Background: Single nucleotide polymorphisms (SNPs) are the most common genetic variations in the human genome and are useful as genomic markers. Oligonucleotide SNP microarrays have been developed for high-throughput genotyping of up to 900,000 human SNPs and have been used widely in linkage and cancer genomics studies. We have previously used Hidden Markov Models (HMM) to analyze SNP array data for inferring copy numbers and loss-of-heterozygosity (LOH) from paired normal and tumor samples and unpaired tumor samples.

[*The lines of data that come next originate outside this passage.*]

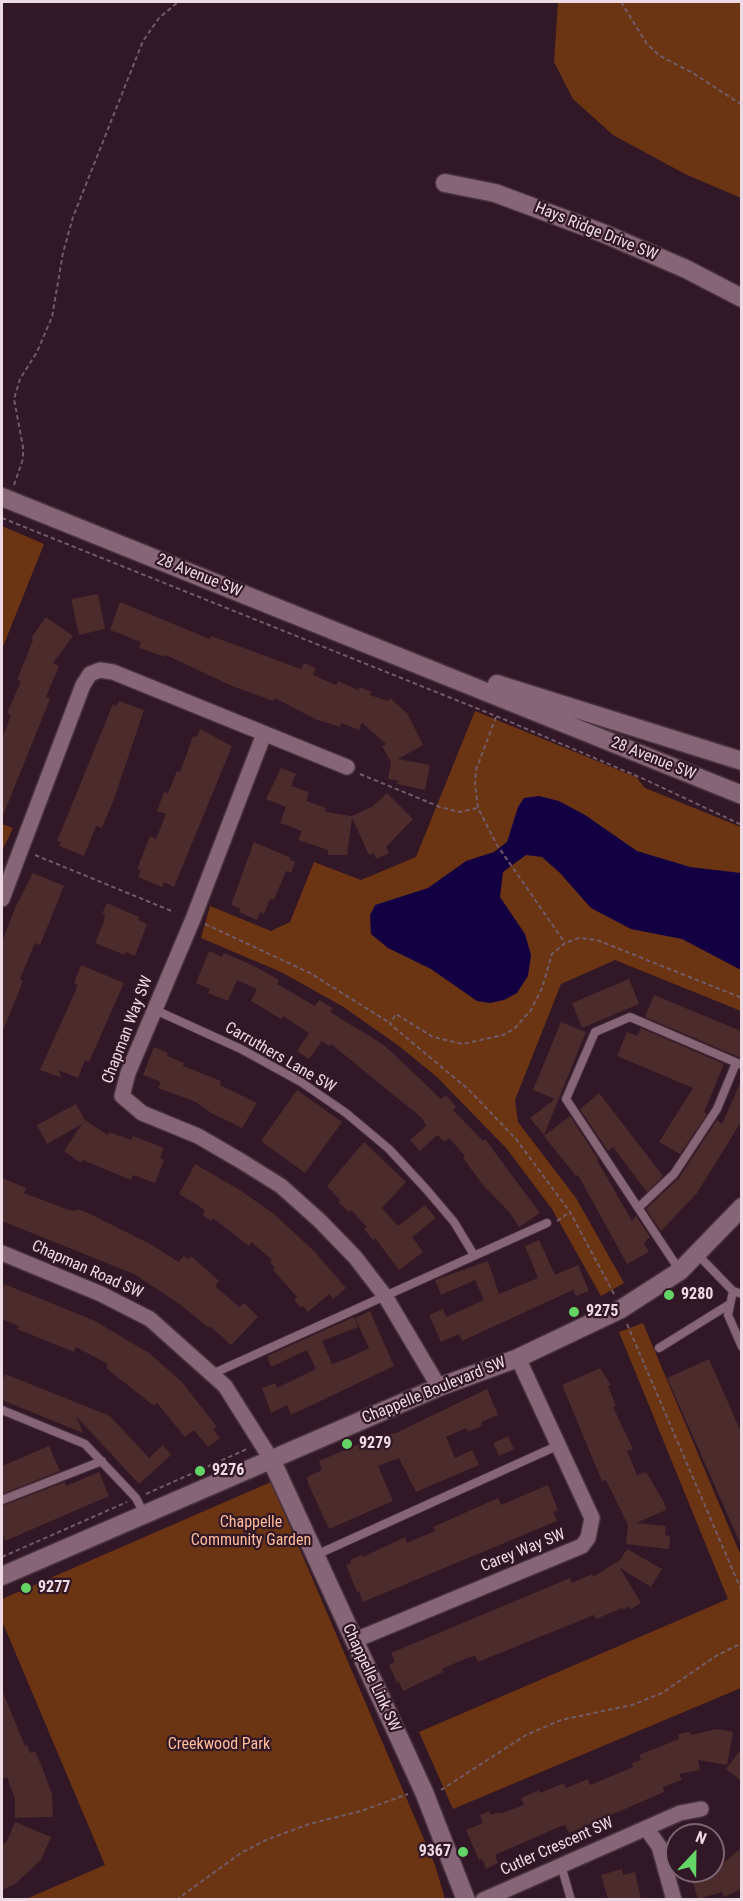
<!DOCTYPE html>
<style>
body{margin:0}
#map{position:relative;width:743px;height:1901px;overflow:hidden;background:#321726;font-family:"Roboto Condensed",sans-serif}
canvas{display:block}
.frame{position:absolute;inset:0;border:3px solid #eddae3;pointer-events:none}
.north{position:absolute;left:665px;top:1823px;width:60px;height:60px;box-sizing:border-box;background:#321726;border:2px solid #7d6572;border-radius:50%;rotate:22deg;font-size:16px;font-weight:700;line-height:24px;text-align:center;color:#eddae3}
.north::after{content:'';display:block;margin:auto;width:21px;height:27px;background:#64d467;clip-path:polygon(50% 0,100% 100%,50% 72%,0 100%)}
</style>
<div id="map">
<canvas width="743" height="1901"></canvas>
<div class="frame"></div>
<div class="north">N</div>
</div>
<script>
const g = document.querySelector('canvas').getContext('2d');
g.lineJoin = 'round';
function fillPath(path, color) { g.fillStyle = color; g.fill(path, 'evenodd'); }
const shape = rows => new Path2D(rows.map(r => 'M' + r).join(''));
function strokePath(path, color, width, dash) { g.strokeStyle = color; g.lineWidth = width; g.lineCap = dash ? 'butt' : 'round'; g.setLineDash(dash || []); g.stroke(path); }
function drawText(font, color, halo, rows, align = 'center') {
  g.font = font + ' "Roboto Condensed",sans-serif'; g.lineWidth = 4.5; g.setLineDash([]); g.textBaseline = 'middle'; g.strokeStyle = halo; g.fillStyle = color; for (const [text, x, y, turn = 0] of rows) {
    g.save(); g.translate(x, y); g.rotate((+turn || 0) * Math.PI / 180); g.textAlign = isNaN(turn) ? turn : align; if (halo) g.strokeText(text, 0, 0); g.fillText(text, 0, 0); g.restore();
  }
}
fillPath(shape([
 [558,2,741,2,741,198,685,174,613,135,573,99,554,62],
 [2,526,44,544,2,649],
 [475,711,636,777,645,788,741,827,741,1011,615,960,561,984,515,1100,518,1122,576,1198,624,1283,601,1296,552,1209,507,1149,437,1077,399,1046,342,1006,281,972,201,938,210,906,271,931,290,922,314,862,361,880,416,857],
 [2,824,13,828,2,851],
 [643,1323,741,1556,741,1688,453,1809,419,1732,728,1599,619,1332],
 [271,1482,435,1865,445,1899,26,1899,105,1865,2,1621,2,1599]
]), '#6b3513');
fillPath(shape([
 [539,796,559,801,585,815,637,851,690,867,741,873,741,970,682,939,631,929,591,908,560,873,542,857,526,855,503,872,500,897,525,934,531,955,528,976,517,993,504,1000,490,1003,477,1001,431,969,388,948,371,934,370,915,375,905,428,888,466,861,494,852,507,842,518,807,524,798]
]), '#130043');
fillPath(shape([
 [98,594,105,629,79,635,71,599],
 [120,602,210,639,211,636,301,669,304,663,316,668,313,675,336,685,338,681,358,690,359,687,372,692,370,695,388,701,390,698,407,713,423,745,398,759,430,765,425,790,396,784,399,781,388,779,391,762,382,746,386,744,362,723,359,730,341,723,340,727,315,719,275,698,273,701,232,686,166,655,165,657,139,648,141,642,110,630],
 [46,617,73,636,53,663,59,666,46,697,50,699,2,818,2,739,11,715,7,713,21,681,17,680,33,640,31,638],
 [119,701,144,710,114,799,102,828,96,826,84,856,59,846,61,842,57,841,113,704,117,706],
 [200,729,232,746,174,887,164,882,162,887,138,877,141,870,137,869,150,836,156,839,166,814,157,811,164,792,168,793,177,771,180,772,193,736,197,737],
 [281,768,296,774,291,786,309,792,306,801,326,808,325,812,352,816,373,806,387,793,413,819,386,847,389,853,376,859,374,853,369,855,352,818,347,855,328,855,328,850,298,840,302,831,280,823,286,807,266,799],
 [254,842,291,858,290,860,295,862,291,873,286,871,274,900,270,899,264,914,260,912,257,920,239,912,241,909,231,905],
 [33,873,64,886,40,945,35,943,20,979,23,981,2,1033,2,942,15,908],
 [107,903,139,917,138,920,147,924,135,956,126,952,125,955,95,943,104,921,105,915,102,914],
 [209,951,222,957,224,953,252,965,279,980,277,984,315,1006,319,1000,333,1008,330,1012,384,1045,441,1099,446,1095,456,1107,453,1110,483,1141,485,1139,540,1213,519,1227,510,1213,483,1185,463,1158,465,1156,449,1138,445,1142,437,1135,420,1151,410,1140,426,1126,422,1118,331,1044,329,1046,322,1041,309,1059,297,1051,309,1033,283,1016,281,1019,251,1001,257,989,237,980,228,1001,208,993,210,989,196,983],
 [81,965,124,983,89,1062,85,1060,78,1078,58,1070,62,1078,40,1070,78,985,74,983],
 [629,979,639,1004,582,1028,572,1003],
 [654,995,741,1031,741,1058,645,1017],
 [561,1022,586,1032,544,1135,530,1118,555,1099,533,1090],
 [641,1028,724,1064,704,1112,707,1114,680,1154,659,1142,693,1088,617,1056,627,1032,637,1036],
 [154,1047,168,1053,167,1056,184,1063,183,1066,221,1081,220,1085,257,1103,242,1128,211,1113,196,1102,158,1088,161,1082,143,1075],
 [741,1081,741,1122,697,1193,661,1231,646,1209,679,1178,717,1120,722,1124],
 [297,1090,342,1122,305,1173,261,1141],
 [599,1093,663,1176,647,1192,613,1147,608,1151,580,1109],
 [76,1104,85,1120,108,1135,109,1132,131,1140,133,1136,164,1148,160,1158,164,1160,155,1183,133,1175,131,1180,83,1160,81,1163,64,1151,82,1124,47,1144,37,1125],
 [570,1116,598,1159,597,1160,632,1221,636,1216,650,1237,644,1243,649,1252,627,1264,578,1175,576,1176,544,1136],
 [364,1142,406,1182,382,1208,398,1226,425,1205,436,1218,412,1237,423,1252,399,1270,375,1238,373,1240,364,1229,367,1227,351,1210,349,1212,338,1202,340,1200,327,1186],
 [195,1164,240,1190,274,1214,314,1251,346,1288,333,1299,329,1294,308,1312,303,1306,301,1308,294,1300,297,1297,273,1270,275,1268,270,1262,272,1260,251,1242,249,1246,213,1218,212,1221,202,1215,205,1211,198,1205,179,1194],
 [2,1178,26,1188,24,1193,69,1210,76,1211,77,1209,88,1213,152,1245,179,1262,183,1256,189,1259,191,1256,219,1281,215,1286,239,1307,244,1303,258,1317,231,1345,210,1326,209,1328,178,1303,134,1274,2,1221],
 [539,1240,555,1275,578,1265,589,1291,576,1296,573,1290,462,1341,459,1334,441,1342,429,1315,443,1309,446,1317,484,1300,475,1280,441,1295,435,1280,488,1261,499,1294,538,1278,525,1246],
 [4,1284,93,1320,149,1353,181,1381,217,1427,213,1429,220,1438,208,1447,194,1430,185,1437,157,1403,154,1406,106,1368,108,1364,76,1347,74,1352,17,1329,19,1326,2,1319,2,1292],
 [370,1311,394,1366,291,1415,287,1405,271,1413,262,1388,275,1383,277,1388,316,1369,307,1350,271,1367,267,1356,354,1317,358,1327,322,1341,332,1364,348,1358,369,1348,355,1318],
 [709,1359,741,1432,741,1545,667,1378],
 [600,1368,611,1385,608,1386,616,1406,613,1407,633,1449,627,1451,637,1475,646,1472,664,1502,666,1510,636,1523,666,1526,665,1535,670,1536,669,1549,626,1544,628,1525,606,1480,602,1481,562,1385],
 [5,1374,110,1416,149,1458,163,1445,171,1455,139,1484,76,1416,83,1433,2,1400,2,1382],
 [487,1389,498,1415,481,1422,482,1426,468,1432,466,1428,446,1437,455,1458,472,1450,479,1465,416,1492,399,1458,378,1466,393,1501,329,1529,308,1483,307,1477,322,1470,319,1461,385,1433,386,1435,396,1433],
 [508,1436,514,1449,499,1456,493,1443],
 [49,1446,60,1471,2,1494,2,1466],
 [99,1472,109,1496,5,1541,2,1533,2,1506,65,1482,66,1486],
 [548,1485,558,1510,553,1512,557,1521,363,1602,359,1591,357,1592,346,1565,351,1563,350,1560,362,1555,363,1557,405,1537,407,1543,435,1531,433,1527,498,1498,501,1505],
 [249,1528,256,1531,257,1538,251,1543,244,1540,243,1532],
 [627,1549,662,1569,651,1587,620,1568,641,1603,631,1609,629,1606,623,1610,622,1608,596,1619,594,1615,478,1662,475,1656,467,1658,442,1669,443,1672,403,1691,399,1682,397,1683,389,1665,395,1662,391,1653,570,1578,572,1583,592,1574,593,1577,620,1560],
 [2,1690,25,1746,27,1745,30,1753,35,1751,42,1767,52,1794,53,1817,15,1818,15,1799,7,1777,2,1779],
 [717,1729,733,1732,727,1765,698,1760,700,1770,679,1774,682,1780,663,1787,664,1792,641,1802,569,1833,565,1825,561,1826,495,1855,498,1863,486,1869,482,1859,479,1860,466,1830,483,1823,480,1815,489,1811,491,1815,499,1812,500,1814,524,1805,521,1798,539,1790,540,1793,564,1783,566,1788,588,1779,590,1785,633,1767,632,1763,641,1760,639,1755,679,1739,678,1734,690,1732,691,1735],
 [741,1749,741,1781,726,1769],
 [15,1822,51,1837,41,1860,15,1884,2,1890,2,1846,7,1841],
 [741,1848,741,1889,724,1897,722,1892,698,1899,689,1871,713,1871,713,1861,723,1857,725,1862],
 [622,1869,623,1875,635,1872,641,1899,608,1899,601,1875]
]), '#4b2b2c');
const lane = shape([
 [153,1009,241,1049,301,1082,346,1113,389,1149,426,1189,454,1222,474,1255],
 [638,1208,674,1174,717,1109,736,1063],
 [697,1254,733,1291,742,1294],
 [680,1271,566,1099,595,1032,630,1017,742,1065],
 [733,1291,728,1315,742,1347],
 [659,1348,730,1304],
 [212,1374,547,1223],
 [2,1410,85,1444,136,1498,144,1514],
 [2,1500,102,1461],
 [316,1555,559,1445],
 [561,1865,571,1900]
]);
const street = shape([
 [264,734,193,919,128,1073,122,1096,142,1113,198,1136,241,1161,281,1186,320,1221,355,1257,385,1296,439,1387],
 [2,899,83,685,90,674,100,670,113,672,347,767],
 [2,1253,101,1294,150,1319,225,1386,271,1459],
 [353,1641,582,1546,588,1538,592,1518,518,1358],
 [646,1828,659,1846,674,1900],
 [483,1900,680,1813,701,1809]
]);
const secondary = shape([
 [445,183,495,193,605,234,686,269,742,298],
 [2,497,742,795],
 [497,684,742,761],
 [271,1459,424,1792,466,1900],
 [2,1576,439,1387,518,1358,621,1309,680,1271,742,1207]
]);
strokePath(lane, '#48323e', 10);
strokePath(street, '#48323e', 18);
strokePath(secondary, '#48323e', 21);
strokePath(shape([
 [621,2,647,44,660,56,693,73,742,105],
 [14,485,23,459,23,447,14,399,20,379,37,352,52,317,63,253,73,217,143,41,159,18,178,2],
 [2,518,501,718,646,780,742,825],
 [496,717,476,770,475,784,478,808,497,845,565,943],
 [360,774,440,807,459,812,478,808],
 [35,855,174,912],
 [205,924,310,973,390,1023],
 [557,1221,570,1212],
 [614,1294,570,1212,516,1139,468,1089,390,1024,396,1014,433,1037,463,1044,503,1035,514,1029,531,1010,542,988,552,954,565,943,579,938,597,940,742,998],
 [627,1324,742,1592],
 [146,1494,247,1449],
 [2,1557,127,1502],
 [441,1790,526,1735,561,1720,632,1705,662,1693,716,1656,742,1643],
 [176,1900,241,1853,266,1840,309,1824,361,1811,408,1794]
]), '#735a67', 2, [4.5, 3]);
strokePath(lane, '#866576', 8);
strokePath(street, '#866576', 15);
strokePath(secondary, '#866576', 18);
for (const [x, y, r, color] of [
 [669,1295,6,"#64d467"],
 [574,1312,6,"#64d467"],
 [347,1444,6,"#64d467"],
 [200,1471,6,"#64d467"],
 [26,1588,6,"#64d467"],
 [463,1852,6,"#64d467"]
]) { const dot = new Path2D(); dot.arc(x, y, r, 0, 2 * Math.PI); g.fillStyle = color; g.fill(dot); strokePath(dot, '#321726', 2); }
drawText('16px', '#eddae3', '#321726', [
 ["Hays Ridge Drive SW",596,232,22],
 ["28 Avenue SW",199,576,22],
 ["28 Avenue SW",653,759,22],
 ["Chapman Way SW",128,1030,-69],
 ["Carruthers Lane SW",280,1058,30],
 ["Chapman Road SW",87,1270,24],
 ["Chappelle Boulevard SW",434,1391,-22],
 ["Carey Way SW",523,1551,-22],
 ["Chappelle Link SW",371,1678,65],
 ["Cutler Crescent SW",557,1847,-24]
]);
drawText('bold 16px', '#eddae3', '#321726', [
 ["9280",681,1295],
 ["9275",586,1312],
 ["9279",359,1444],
 ["9276",212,1471],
 ["9277",38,1588],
 ["9367",451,1852,"right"]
], 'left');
drawText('16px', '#fdbd9a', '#321726', [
 ["Chappelle",251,1523],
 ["Community Garden",251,1541],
 ["Creekwood Park",219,1745]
]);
</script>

Results: We proposed and implemented major copy proportion (MCP) analysis of oligonucleotide SNP array data. A HMM was constructed to infer unobserved MCP states from observed allele-specific signals through emission and transition distributions. We used 10 K, 100 K and 250 K SNP array datasets to compare MCP analysis with LOH and copy number analysis, and showed that MCP performs better than LOH analysis for allelic-imbalanced chromosome regions and normal contaminated samples. The major and minor copy alleles can also be inferred from allelic-imbalanced regions by MCP analysis.
Conclusion: MCP extends tumor LOH analysis to allelic imbalance analysis and supplies complementary information to total copy numbers. MCP analysis of mixing normal and tumor samples suggests the utility of MCP analysis of normal-contaminated tumor samples. The described analysis and visualization methods are readily available in the user-friendly dChip software.